The quality of the articles throughout the book is of the highest level. In other words, a good book for one's personal library to be read with care!

As Orthodox Christians are preparing for the "Great Fast" or the "Great Forty Days" that will commence two weeks from today, I thought to pass on a few of Bp. Kallistos' many insights, some of which may just dispel some less than accurate notions we may have of Lent. Of immediate interest is the fact that in a twenty-page article, Bp. Kallistos does not speak in any detail concerning the dietary rules of the Fast until the last third of the article. He wants to create a greater, more wholistic context, an integral part of which is our actual fasting from certain foods, because we have the tendency to limit the Fast to that aspect. His Grace states it simply:

Thus it becomes evident that fasting, which is often regarded as the chief feature of Lent, is not an end but a means. Fasting is valueless if it fails to bring about a restoration of relationships. In fact, in the Gospels, Jesus does not simply speak of fasting alone but often employs the doublet 'prayer and fasting' (see Matthew 17:21; Mark 9:29). If we fast, it is in order to render ourselves more apt for prayer, that is to say, in order to bring us back into relationship with God.

Now that I have "jumped" ahead into this realm of the Fast, I will pass on Bp. Ware's "three useful guidelines:

First, we should not fast in such a way as to damage our health or to make ourselves inefficient in our work.

Secondly, we should not fast 'like the hypocrites' (Matthew 6:16), in such a way as to excite notice or to draw attention to ourselves.

Thirdly, at the same time, our fasting should be more than merely casual and nominal.

Is such self-denial "negative" or "positive"? Bp. Kallistos assures us:

Its purpose is most definitely positive: not to chastise the body, but to render it spiritual; not to fill us with weariness and self-disgust, but to break down our sinful sense of self-sufficiency and to make us conscious of our dependence upon God.

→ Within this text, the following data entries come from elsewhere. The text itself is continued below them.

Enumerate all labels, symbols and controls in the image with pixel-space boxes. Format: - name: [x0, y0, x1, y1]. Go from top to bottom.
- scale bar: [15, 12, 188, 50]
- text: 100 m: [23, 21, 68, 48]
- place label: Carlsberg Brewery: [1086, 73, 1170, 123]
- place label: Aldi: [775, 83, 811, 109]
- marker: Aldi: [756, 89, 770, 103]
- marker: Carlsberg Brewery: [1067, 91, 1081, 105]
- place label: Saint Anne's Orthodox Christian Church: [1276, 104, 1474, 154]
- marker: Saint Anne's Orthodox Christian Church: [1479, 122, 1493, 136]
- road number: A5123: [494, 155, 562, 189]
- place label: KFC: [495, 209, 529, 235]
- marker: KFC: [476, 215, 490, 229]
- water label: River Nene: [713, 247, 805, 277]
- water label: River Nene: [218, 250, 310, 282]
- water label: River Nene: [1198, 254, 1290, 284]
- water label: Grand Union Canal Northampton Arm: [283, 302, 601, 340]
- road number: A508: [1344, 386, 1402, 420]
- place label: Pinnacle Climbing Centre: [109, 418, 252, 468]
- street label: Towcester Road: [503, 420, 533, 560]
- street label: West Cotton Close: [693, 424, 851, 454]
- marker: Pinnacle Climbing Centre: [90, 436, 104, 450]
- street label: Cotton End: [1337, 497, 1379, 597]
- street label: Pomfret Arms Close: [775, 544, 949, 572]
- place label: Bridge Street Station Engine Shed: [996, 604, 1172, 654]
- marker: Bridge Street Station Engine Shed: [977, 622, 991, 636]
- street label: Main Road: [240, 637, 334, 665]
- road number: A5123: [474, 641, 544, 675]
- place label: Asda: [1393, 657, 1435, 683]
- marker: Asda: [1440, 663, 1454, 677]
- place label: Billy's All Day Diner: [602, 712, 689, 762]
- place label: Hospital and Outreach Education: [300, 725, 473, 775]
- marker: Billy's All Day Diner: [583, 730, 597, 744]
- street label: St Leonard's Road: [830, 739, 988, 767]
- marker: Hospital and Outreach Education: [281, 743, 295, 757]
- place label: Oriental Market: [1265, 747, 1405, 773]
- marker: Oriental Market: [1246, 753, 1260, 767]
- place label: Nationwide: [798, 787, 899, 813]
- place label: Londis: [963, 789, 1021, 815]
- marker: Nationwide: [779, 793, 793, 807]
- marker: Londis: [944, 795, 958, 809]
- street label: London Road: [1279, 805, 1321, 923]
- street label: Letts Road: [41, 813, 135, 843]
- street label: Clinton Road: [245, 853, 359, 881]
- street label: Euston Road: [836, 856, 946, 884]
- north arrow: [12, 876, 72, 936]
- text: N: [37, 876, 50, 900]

So, what is that greater, wholistic context in which we place our fasting? For this article, Bp. Kallistos presents the following:

If we wished to sum up the meaning of Lent in three words, those words could be sacrifice, schooling and sharing.

A mere "taste" from these three beautifully written sections would render the following for our meditation:

Sacrifice affirms our sense of gratitude and stewardship before God. We simply give back to Him that which we have received as gift:

Sacrifice, that is to say, is not primarily a matter of giving UP but of GIVING. The main emphasis falls not upon what we deny to ourselves, but upon what we offer to God and to our neighbors. And the effect of our making a gift to God — a gift which God then accepts — is to re-establish the personal relationship between ourselves and him. Such exactly is the aim of all sacrificial offering: to restore communion. This notion of Lent as a time for the restoration of relationships needs to be kept constantly in view …

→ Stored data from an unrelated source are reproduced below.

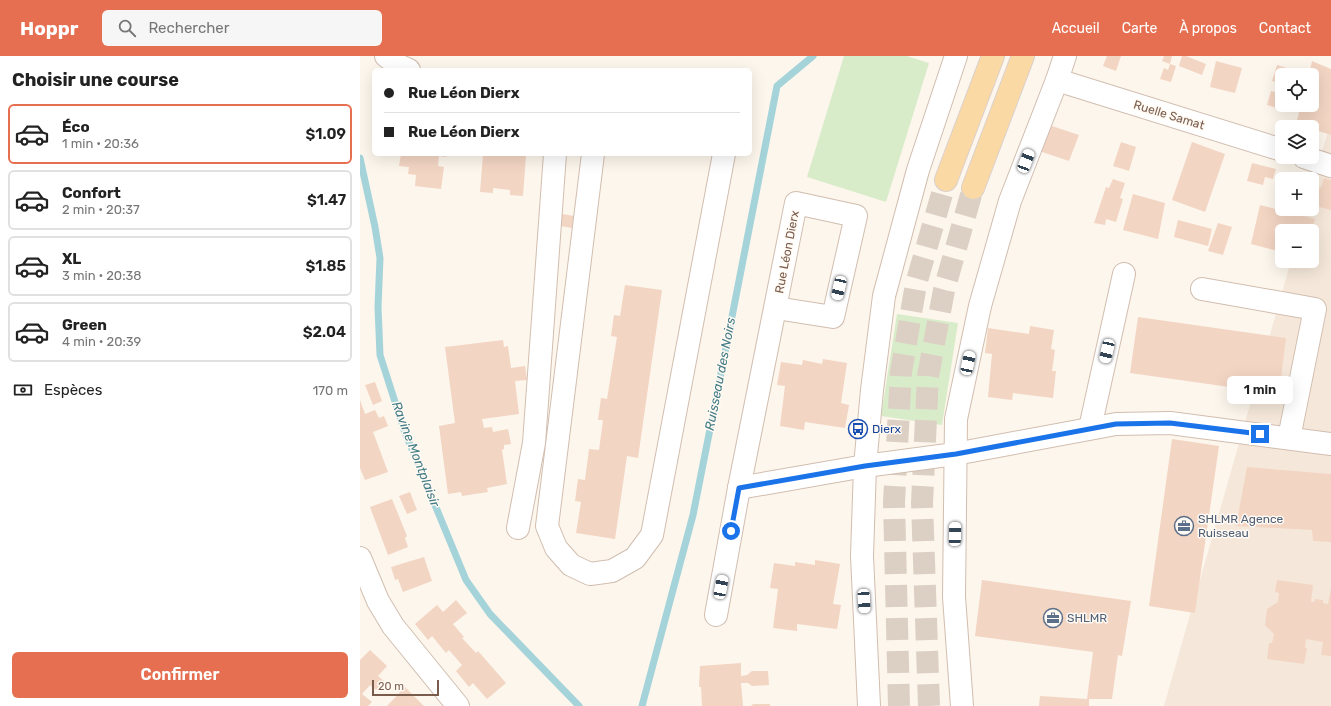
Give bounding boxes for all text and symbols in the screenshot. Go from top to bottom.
search box [102,10,382,46]
text: Hoppr [20,17,78,40]
icon: search [116,17,138,39]
text: Rechercher [148,19,229,37]
text: Accueil [1052,20,1100,37]
text: Carte [1122,20,1157,37]
text: À propos [1179,20,1237,37]
text: Contact [1259,20,1311,37]
map controls [1275,68,1319,268]
button: locate [1275,68,1319,112]
text: Choisir une course [12,69,179,91]
text: Rue Léon Dierx [408,84,519,102]
street label: Ruelle Samat [1132,98,1206,133]
icon: car [14,116,50,152]
text: Éco [62,118,90,136]
button: layers [1275,120,1319,164]
text: Rue Léon Dierx [408,123,519,141]
text: $1.09 [306,125,346,143]
text: 1 min · 20:36 [62,136,139,151]
car [1016,148,1036,174]
button: + [1275,172,1319,216]
icon: car [14,182,50,218]
text: Confort [62,184,121,202]
text: $1.47 [307,191,346,209]
text: 2 min · 20:37 [62,202,140,217]
street label: Rue Léon Dierx [772,209,802,295]
button: − [1275,224,1319,268]
icon: car [14,248,50,284]
text: XL [62,250,81,268]
text: $1.85 [305,257,346,275]
text: 3 min · 20:38 [62,268,142,283]
car [830,275,848,301]
icon: car [14,314,50,350]
text: Green [62,316,107,334]
water label: Ruisseau des Noirs [702,316,738,432]
text: $2.04 [303,323,346,341]
text: 4 min · 20:39 [62,334,141,349]
car [1098,338,1116,364]
car [960,350,976,376]
callout: 1 min [1227,376,1293,404]
icon: cash [12,379,34,401]
text: Espèces [44,381,102,399]
text: 1 min [1244,382,1276,397]
text: 170 m [313,383,348,398]
water label: Ravine Montplaisir [389,399,443,510]
bus stop icon: Dierx [847,418,869,440]
place label: Dierx [872,422,901,436]
route end [1251,425,1269,443]
place label: SHLMR Agence Ruisseau [1198,512,1284,540]
office icon: SHLMR Agence Ruisseau [1173,515,1195,537]
route start [722,522,740,540]
car [949,522,961,546]
car [713,574,729,600]
car [857,589,871,613]
office icon: SHLMR [1042,607,1064,629]
place label: SHLMR [1067,611,1107,625]
button: Confirmer [12,652,348,698]
scale bar [372,678,439,697]
text: 20 m [378,680,404,693]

Based upon the notion that Lent can be loosely viewed as a tithe of the year, Bp. Ware asks the following:

Could we not offer to God in this way at least a tithe of our waking hours: say, twelve hours of each week of Lent?

(I figured it out. Bp. Ware is generously allowing for a full eight hours of sleep each night!).

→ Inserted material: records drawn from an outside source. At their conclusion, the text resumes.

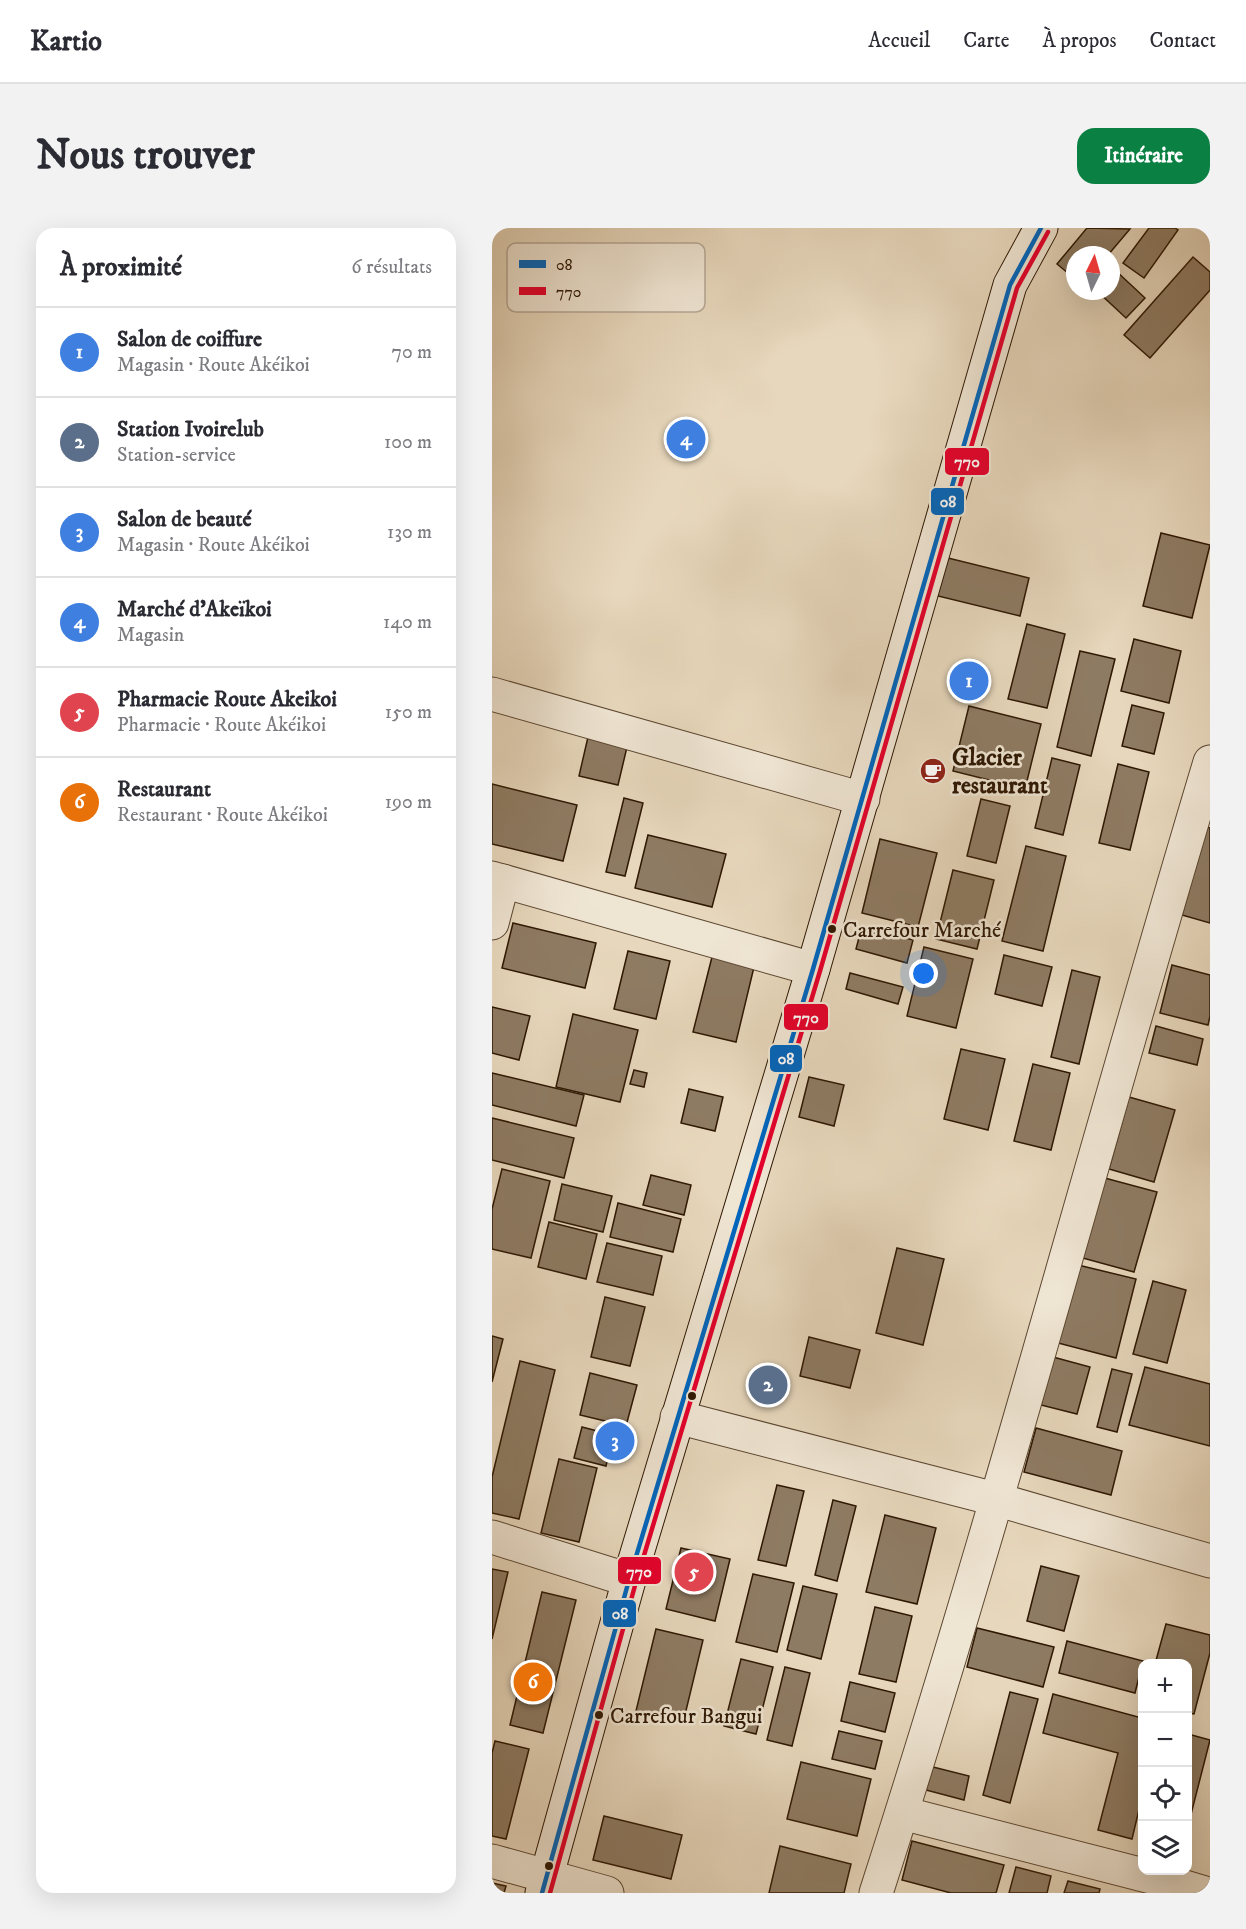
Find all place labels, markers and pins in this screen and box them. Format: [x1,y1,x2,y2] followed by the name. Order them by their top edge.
[666,416,706,462] pin: 4
[950,658,988,704] pin: 1
[952,743,1048,801] place label: Glacier restaurant
[918,756,948,786] cafe icon: Glacier restaurant
[843,917,1001,944] place label: Carrefour Marché
[826,923,838,935] marker: Carrefour Marché
[748,1362,788,1408] pin: 2
[686,1390,698,1402] unlabelled marker
[596,1418,634,1464] pin: 3
[674,1550,714,1594] pin: 5
[514,1660,552,1704] pin: 6
[610,1703,762,1730] place label: Carrefour Bangui
[593,1709,605,1721] marker: Carrefour Bangui
[543,1860,555,1872] unlabelled marker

As for schooling, Bp. Kallistos is refering to the early Christian practice of making the forty days of Lent a time of final preparation for the baptism of the catechumens through intense fasting, prayer and learning. Yet, very early on, the entire Church joined the catechumens in this effort:

In this way, the entire congregration came increasingly to participate in the forty days of fasting, vigils and prayer and instruction that the catechumens underwent. The pre-paschal forty days became each year a decisive event in the personal experience of every Christian, a shared event, a time of spiritual schooling for the community as a whole.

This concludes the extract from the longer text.